• [TASK BRIEF]: Below is a listing; write it out exactly and drop any images from it.

• [GIVEN DATA]:
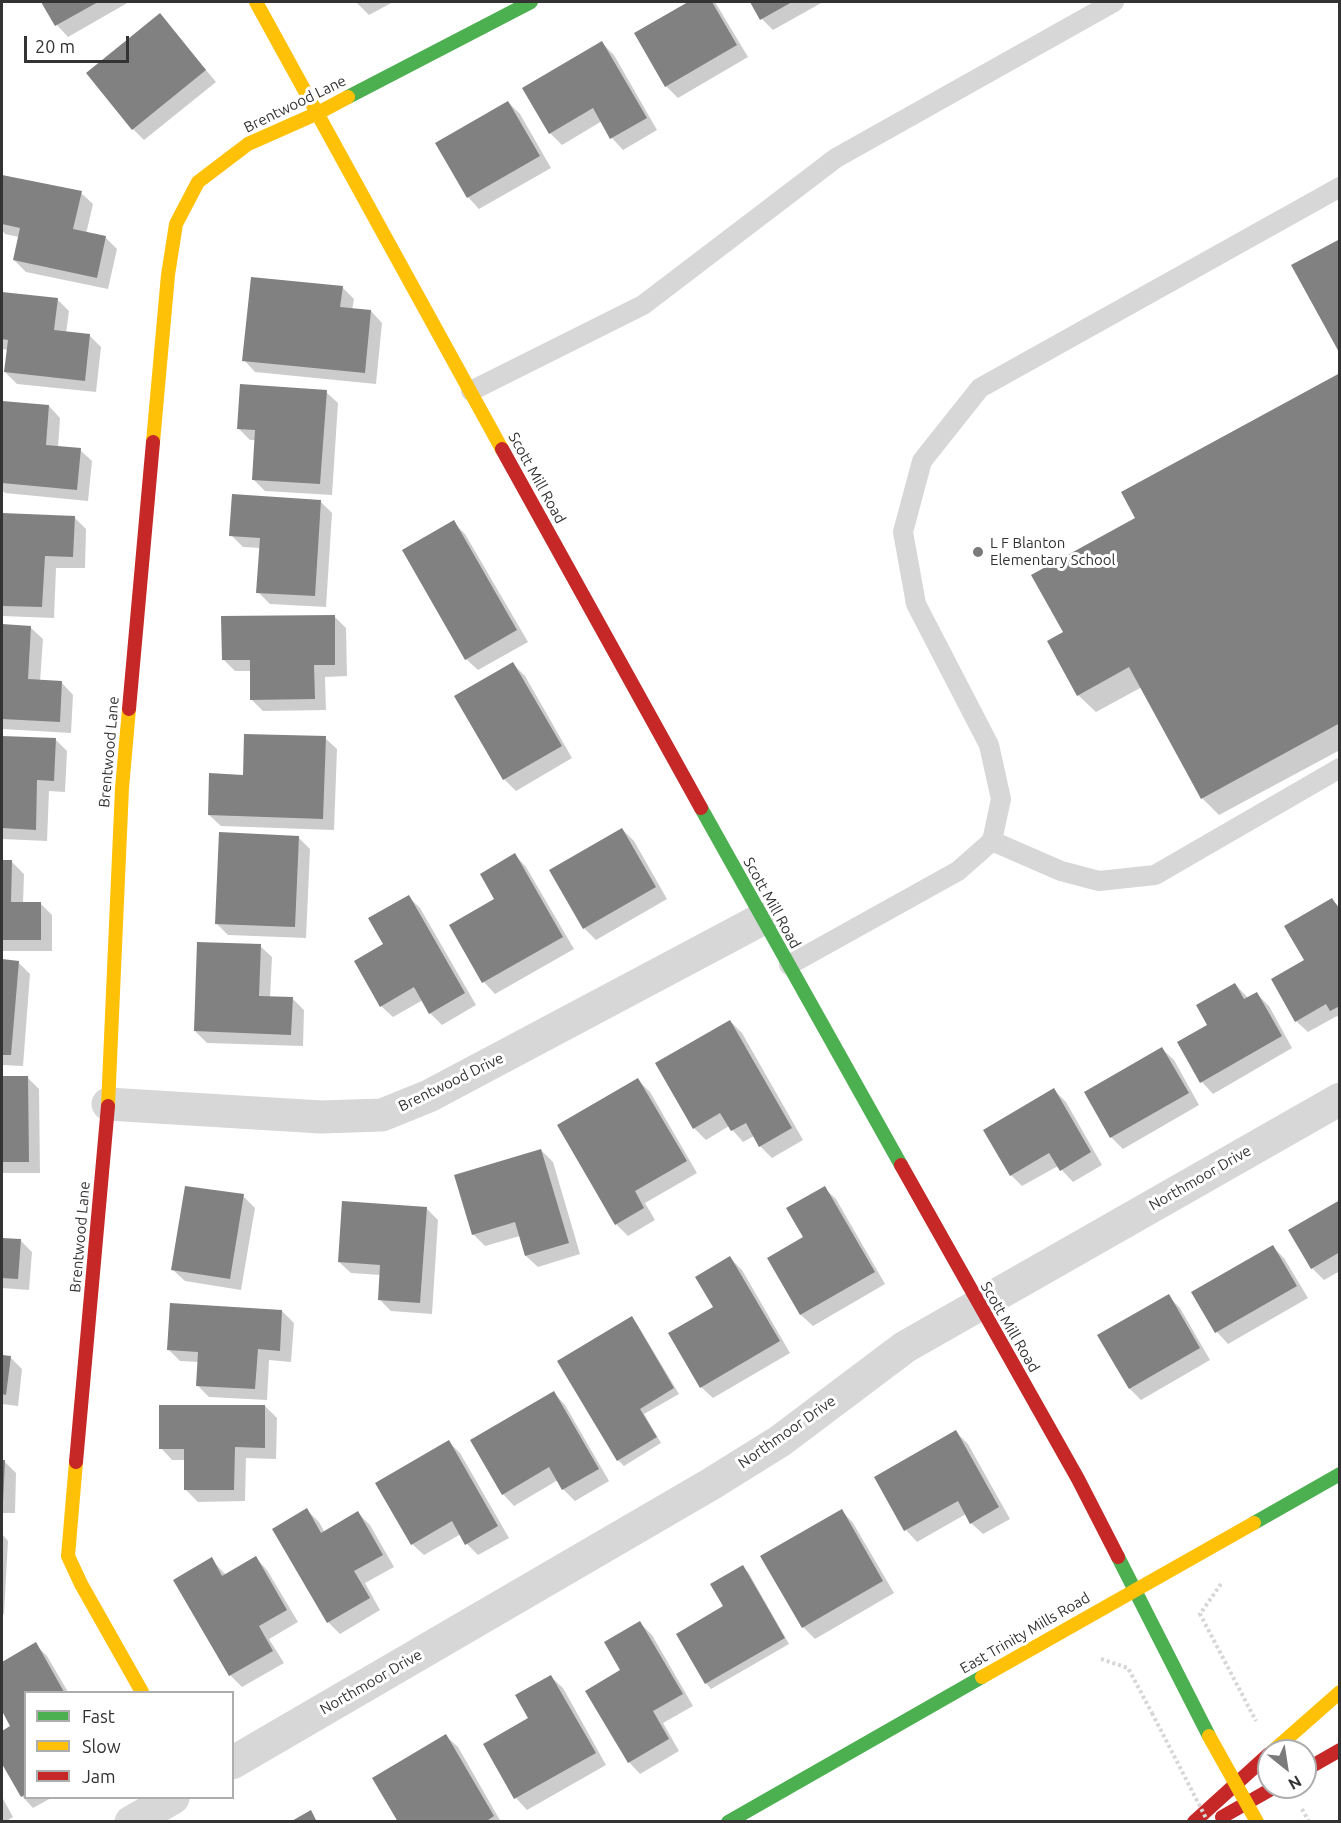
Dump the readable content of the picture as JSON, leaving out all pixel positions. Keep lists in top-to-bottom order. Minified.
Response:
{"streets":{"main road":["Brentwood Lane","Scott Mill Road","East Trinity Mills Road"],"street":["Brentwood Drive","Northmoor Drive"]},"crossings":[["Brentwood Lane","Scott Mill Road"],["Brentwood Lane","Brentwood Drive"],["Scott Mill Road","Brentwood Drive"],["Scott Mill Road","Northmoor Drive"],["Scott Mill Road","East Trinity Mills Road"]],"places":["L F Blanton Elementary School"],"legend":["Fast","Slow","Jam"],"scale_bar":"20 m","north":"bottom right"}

• [EXPECTED ANSWER]:
Dump the readable content of the picture as JSON, leaving out all pixel positions. Keep lists in top-to-bottom order. Minified.
Response:
{"streets":{"main road":["Brentwood Lane","Scott Mill Road","East Trinity Mills Road"],"street":["Brentwood Drive","Northmoor Drive"]},"crossings":[["Brentwood Lane","Scott Mill Road"],["Brentwood Lane","Brentwood Drive"],["Scott Mill Road","Brentwood Drive"],["Scott Mill Road","Northmoor Drive"],["Scott Mill Road","East Trinity Mills Road"]],"places":["L F Blanton Elementary School"],"legend":["Fast","Slow","Jam"],"scale_bar":"20 m","north":"bottom right"}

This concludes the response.